• EXERCISE BRIEF: Transcribe the listing word for word, beginning at its first line and ending at the line containing "--surface:#143b6b; --page:#214673; --text:#f1f3f6;"; omit the pictures.

◇ ◇ ◇ ◇ ◇ ◇ ◇

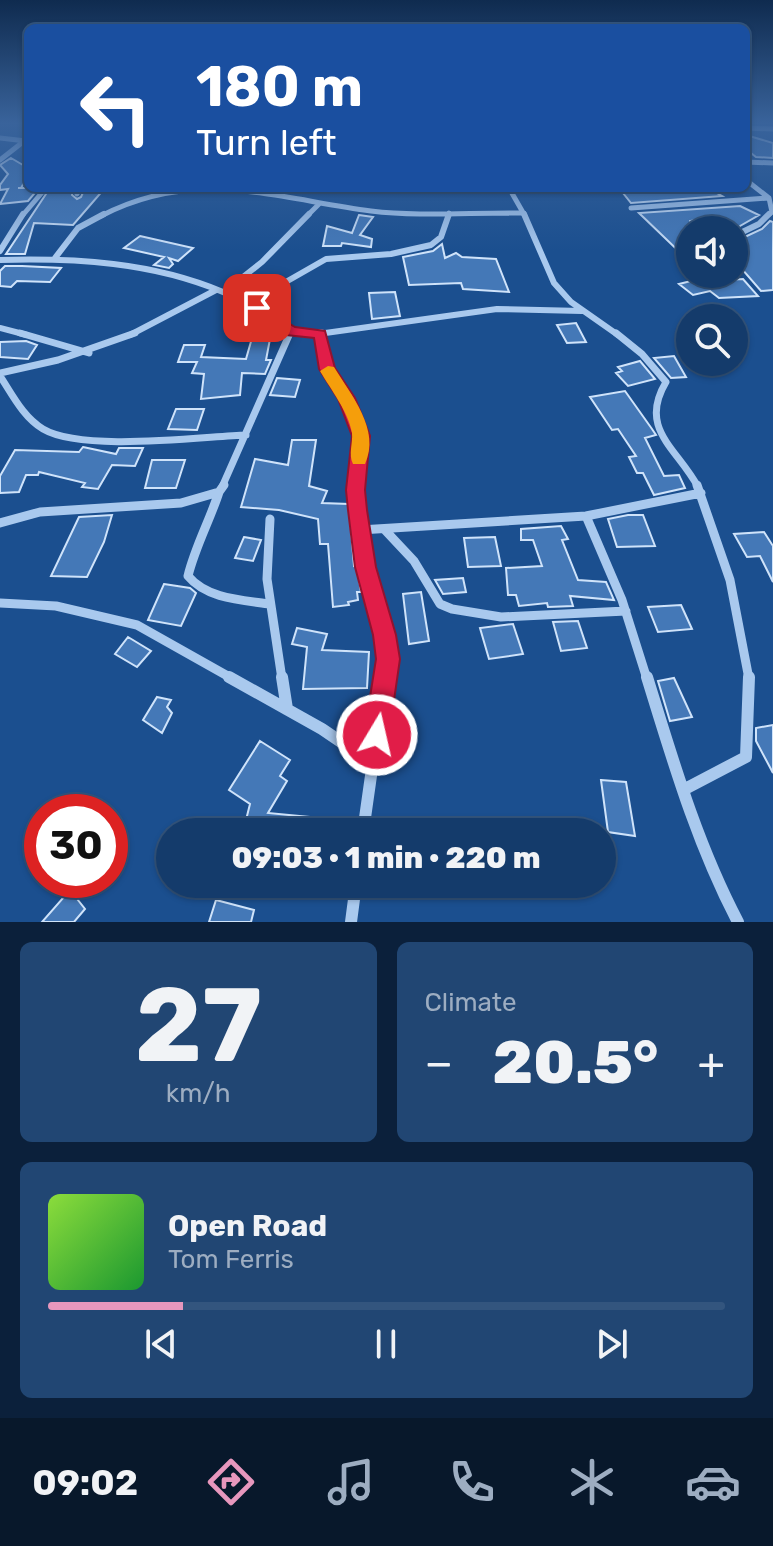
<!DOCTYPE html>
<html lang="en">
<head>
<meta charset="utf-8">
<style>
  :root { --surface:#143b6b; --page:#214673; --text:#f1f3f6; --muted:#9dadc1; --line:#33557e; --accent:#e797bd }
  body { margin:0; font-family:Rubik,sans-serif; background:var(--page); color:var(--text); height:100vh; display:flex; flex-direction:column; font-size:30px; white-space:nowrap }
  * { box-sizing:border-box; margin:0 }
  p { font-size:26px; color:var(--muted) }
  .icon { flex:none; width:44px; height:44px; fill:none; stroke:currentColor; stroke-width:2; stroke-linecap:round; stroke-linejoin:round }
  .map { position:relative; height:922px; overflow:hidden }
  .side { display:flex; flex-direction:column; gap:20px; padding:20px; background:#0b203b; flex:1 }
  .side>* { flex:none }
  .banner { position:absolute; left:24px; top:24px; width:726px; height:168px; border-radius:12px; box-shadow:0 2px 6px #0004,0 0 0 2px var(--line); background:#1a4fa0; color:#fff; overflow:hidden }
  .fabs { position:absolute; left:676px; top:216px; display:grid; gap:16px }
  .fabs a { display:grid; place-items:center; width:72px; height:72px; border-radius:50%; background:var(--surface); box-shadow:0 2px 6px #0004,0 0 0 2px var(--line); font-size:40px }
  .speed { position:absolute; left:24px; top:794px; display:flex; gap:16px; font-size:40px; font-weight:700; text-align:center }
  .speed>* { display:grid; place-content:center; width:104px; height:104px; border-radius:50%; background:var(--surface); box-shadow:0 2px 6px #0004,0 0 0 2px var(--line); line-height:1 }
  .speed .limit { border:12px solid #d22; background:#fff; color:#111 }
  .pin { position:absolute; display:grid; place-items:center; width:68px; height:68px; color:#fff; margin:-34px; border-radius:16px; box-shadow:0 4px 12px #0006 }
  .me { position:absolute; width:88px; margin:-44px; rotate:9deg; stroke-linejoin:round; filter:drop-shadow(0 0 6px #0008) }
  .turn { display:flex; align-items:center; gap:28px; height:168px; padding:0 40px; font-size:36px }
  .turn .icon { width:104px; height:104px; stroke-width:2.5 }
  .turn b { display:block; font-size:56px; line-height:68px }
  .big { font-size:60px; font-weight:800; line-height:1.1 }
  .side .card { flex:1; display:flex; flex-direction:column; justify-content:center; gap:12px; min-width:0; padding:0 28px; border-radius:12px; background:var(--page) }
  .side .dial { align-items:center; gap:0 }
  .dial b { font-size:104px; line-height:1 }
  .song { display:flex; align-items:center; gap:24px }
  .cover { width:96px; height:96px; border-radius:12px; background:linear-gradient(135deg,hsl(90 70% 55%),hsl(130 70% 35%)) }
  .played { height:8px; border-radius:4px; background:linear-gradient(90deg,var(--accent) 20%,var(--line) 20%) }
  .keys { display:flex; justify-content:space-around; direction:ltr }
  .heat { display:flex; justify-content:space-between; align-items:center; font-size:44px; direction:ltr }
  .side .tiles { flex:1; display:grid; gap:20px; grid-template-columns:1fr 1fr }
  .card:last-child { grid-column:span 2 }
  .trip { position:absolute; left:156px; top:818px; width:460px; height:80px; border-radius:40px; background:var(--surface); box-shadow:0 2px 6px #0004,0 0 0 2px var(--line); font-weight:800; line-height:80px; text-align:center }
  .menu { display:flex; height:128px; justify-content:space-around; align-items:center; background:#08182b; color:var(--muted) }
  .menu .icon { width:56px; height:56px }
  .menu .active { color:var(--accent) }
  .menu b { font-size:36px; color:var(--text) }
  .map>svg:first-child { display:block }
  .building { fill:#4478b7; stroke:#cfe3fa; stroke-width:2 }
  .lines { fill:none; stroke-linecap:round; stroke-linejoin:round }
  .minor-far4 { stroke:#a9c9ee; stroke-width:5 }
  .minor-far3 { stroke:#a9c9ee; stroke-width:6 }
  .minor-far2 { stroke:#a9c9ee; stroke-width:7 }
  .minor-far1 { stroke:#a9c9ee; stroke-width:9 }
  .minor { stroke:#a9c9ee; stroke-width:12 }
  .route { fill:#e11d48; stroke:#92132f; stroke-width:2 }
  .slow { fill:#f59e0b }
</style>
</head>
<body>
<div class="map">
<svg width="773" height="922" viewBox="0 0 773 922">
  <rect width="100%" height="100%" fill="#1b4f8f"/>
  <!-- building -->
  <path class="building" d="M746,135L773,143V158L756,157L746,149Z
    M11,158L28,168V176L21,188H18H39L28,201L0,204L8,189L0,190V185L8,174L0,165Z
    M50,188H74L72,195L77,199L81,197L85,188H105L73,225L34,223L25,254H6Z
    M619,188H675L679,193L713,191L722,196L631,203Z
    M740,206L759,215L733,230L706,218L690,221V262L639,213Z
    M359,215L373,217L360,235L372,239L371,247L342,243L341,246H323L327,226L352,233Z
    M770,221L773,222V290L761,291L734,260V242L762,229Z
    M140,236L193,248L178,261L169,258L173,264L169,268L154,265L164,257L124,248Z
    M442,244L445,258L456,253L462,257L496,259L509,292L463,289L461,283L409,285L403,257L433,251Z
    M5,266H22L61,268L50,282L17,281L11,287L0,286V271Z
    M684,274H704L711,281L743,279L758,296L719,298L710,291L693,295L679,284L691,281Z
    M395,292L400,316L372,319L369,293Z
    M576,323L586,342L567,343L557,325Z
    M252,338L270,339L266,360H271L265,374L242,373L240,395L201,399L204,374L192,373L197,362H178L184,345H205L201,357L246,359Z
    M26,341L37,345L28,359L0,357V342Z
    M674,356L686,377L671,378L654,358Z
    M640,361L655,379L628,386L616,373L622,371L618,367Z
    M277,378L300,380L295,397L270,395Z
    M625,391L652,429L656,435L645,438L664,476L679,475L685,488L654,495L643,473H637L629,457L636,456L618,429L612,430L590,397Z
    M176,409H204L197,430L168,429Z
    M292,440H316L309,486L327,491L322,503L349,504L354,566L357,565L361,592H357L358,600L348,602L349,605L333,607L328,544H320L318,519L279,510L241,507L255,459L288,465Z
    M83,447L116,454L119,448H143L135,466L112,465L98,489L82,487L85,483L39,472L38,475H26L19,492L0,493V476L15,450L79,452Z
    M152,460H185L176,488H145Z
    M112,515L104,542L87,577L51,576L79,517Z
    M628,515H643L655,546L617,547L608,519Z
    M561,526L568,539L562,540L578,580L606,582L614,600L570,596L573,606L548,607L547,603L519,606L516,595H508L506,568L542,566L533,540H521V529Z
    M764,532L773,546V582L760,556L747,557L734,534Z
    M244,537L261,540L253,561L235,558Z
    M495,537L501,566L468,567L464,538Z
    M463,578L466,592L443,594L435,580Z
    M164,584L190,588L196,593L181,626L148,620Z
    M421,592L429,641L409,644L403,594Z
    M681,605L692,629L658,632L648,607Z
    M578,621L587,648L561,651L553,622Z
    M513,624L523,654L489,659L480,628Z
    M297,628L327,634L322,650L369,652L367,688L303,689L307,647L292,644Z
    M128,637L151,651L137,667L115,654Z
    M674,678L692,717L670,721L658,681Z
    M157,697L171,700L167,707L172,713L162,733L143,720Z
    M773,725V773L756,741V728Z
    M260,741L290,760L280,776L287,781L268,813L309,817L307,832H243L250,804L229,790Z
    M601,780L626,782L635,836L608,832Z
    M70,890L85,909L74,922H42Z
    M216,900L254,910L251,922H209Z"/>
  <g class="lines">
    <!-- minor-far4 -->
    <path class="minor-far4" d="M746,128L773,129
      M0,138L26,141
      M0,160L28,138
      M746,162L773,163
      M746,180L769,198L772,212L767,216
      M509,188L525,216
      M77,194L80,188
      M631,208L769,198
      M22,216L45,189
      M101,216C196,167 273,198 371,211C420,217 474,212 524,213
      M307,216L319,204
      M448,216L449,213"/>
    <!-- minor-far3 -->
    <path class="minor-far3" d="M524,214L554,283L571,302L618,335
      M734,236L759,224L769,214
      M0,251L23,214
      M55,258L78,228L104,214
      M0,260C76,258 152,262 223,292C254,305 278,327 311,335L497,309L582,311
      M224,292L262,262L309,214
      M231,295L284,283L326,259L391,254L431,245L441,237L449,214
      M0,328L27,335
      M130,335L216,290
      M289,335L291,331"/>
    <!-- minor-far2 -->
    <path class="minor-far2" d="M20,333L89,353
      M304,333H322
      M616,333L642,354L666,382C638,429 677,448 698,487
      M320,334L327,369L346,398L361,436L355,487
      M0,373L58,360L135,333
      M0,376C12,394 23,417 43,429C82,452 198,437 246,435
      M222,487L290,333"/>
    <!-- minor-far1 -->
    <path class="minor-far1" d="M356,485C351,551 394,615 385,679
      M697,485L730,580L749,679
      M219,492C210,520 195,547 188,576C207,599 242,600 270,604
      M586,516L622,600L647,679
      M270,519L267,579L282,679
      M0,523L40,512L181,503L219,492L224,485
      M384,529L414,561L440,604L452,609L501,617L626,611
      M360,530L586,516L701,493
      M0,603L56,606L137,625L233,679"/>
    <!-- minor -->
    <path class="minor" d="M229,677L322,729L372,763
      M282,677L287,709
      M647,677C673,761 697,844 738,922
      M683,790L746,757L749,677
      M363,832L385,677
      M351,922L356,884"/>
  </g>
  <!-- sky -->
  <linearGradient id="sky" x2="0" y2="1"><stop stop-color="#0f2b4f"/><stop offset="0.49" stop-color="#39639b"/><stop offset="1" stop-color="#39639b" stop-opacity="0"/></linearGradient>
  <rect width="773" height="251" fill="url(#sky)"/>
  <!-- route -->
  <path class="route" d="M257,304L295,327L325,331L335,368L355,398L370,436L365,490L367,510L376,567L396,635L400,659L389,735L386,744L377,747L368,744L364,735L376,659L373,635L355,567L348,510L346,490L352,436L338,399L319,369L314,338L286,335L252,311V305Z"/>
  <!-- slow -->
  <path class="slow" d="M328,366L334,367C351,395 381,430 365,464H353C348,454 353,444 352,433C348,411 331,390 320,371Z"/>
</svg>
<div class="fabs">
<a><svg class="icon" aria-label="sound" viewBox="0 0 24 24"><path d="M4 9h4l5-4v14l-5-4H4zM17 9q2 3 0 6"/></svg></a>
<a><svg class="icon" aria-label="search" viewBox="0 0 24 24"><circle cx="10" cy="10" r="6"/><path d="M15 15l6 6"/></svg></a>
</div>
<div class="speed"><div class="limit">30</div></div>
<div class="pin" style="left:257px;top:308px;background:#d93025"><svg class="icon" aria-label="arrive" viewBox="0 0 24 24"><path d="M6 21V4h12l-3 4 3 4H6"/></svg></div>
<svg class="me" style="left:377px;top:735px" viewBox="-20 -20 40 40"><circle r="17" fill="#e11d48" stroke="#fff" stroke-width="3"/><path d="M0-11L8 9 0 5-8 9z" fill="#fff"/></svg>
<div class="trip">09:03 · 1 min · 220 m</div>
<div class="banner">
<div class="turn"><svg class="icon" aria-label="left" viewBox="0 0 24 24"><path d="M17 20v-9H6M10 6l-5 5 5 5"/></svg><div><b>180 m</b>Turn left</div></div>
</div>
</div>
<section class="side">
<div class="tiles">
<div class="card dial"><b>27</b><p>km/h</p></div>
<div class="card"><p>Climate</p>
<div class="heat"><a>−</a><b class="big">20.5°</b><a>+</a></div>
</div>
<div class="card">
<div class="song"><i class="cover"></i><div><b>Open Road</b><p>Tom Ferris</p></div></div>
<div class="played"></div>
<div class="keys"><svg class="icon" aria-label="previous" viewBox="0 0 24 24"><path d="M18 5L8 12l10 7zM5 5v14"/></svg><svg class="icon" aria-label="pause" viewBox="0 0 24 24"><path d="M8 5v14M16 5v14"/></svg><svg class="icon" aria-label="next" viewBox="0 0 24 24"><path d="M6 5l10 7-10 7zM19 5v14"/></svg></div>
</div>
</div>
</section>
<nav class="menu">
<b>09:02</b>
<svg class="icon active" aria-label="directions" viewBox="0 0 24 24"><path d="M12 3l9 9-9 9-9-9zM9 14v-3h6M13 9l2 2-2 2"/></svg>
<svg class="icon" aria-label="music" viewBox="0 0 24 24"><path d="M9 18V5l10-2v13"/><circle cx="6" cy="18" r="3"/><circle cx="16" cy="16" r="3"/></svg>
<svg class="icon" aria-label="phone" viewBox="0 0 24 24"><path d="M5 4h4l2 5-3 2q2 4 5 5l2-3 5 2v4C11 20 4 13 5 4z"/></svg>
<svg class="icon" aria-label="climate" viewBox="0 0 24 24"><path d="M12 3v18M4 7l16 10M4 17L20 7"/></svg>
<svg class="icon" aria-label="car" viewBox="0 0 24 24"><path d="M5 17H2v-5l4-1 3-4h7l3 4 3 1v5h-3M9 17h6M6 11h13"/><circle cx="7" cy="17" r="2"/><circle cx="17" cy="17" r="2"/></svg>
</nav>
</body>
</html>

◇ ◇ ◇ ◇ ◇ ◇ ◇

• RESPONSE BELOW:
<!DOCTYPE html>
<html lang="en">
<head>
<meta charset="utf-8">
<style>
  :root { --surface:#143b6b; --page:#214673; --text:#f1f3f6; --muted:#9dadc1; --line:#33557e; --accent:#e797bd }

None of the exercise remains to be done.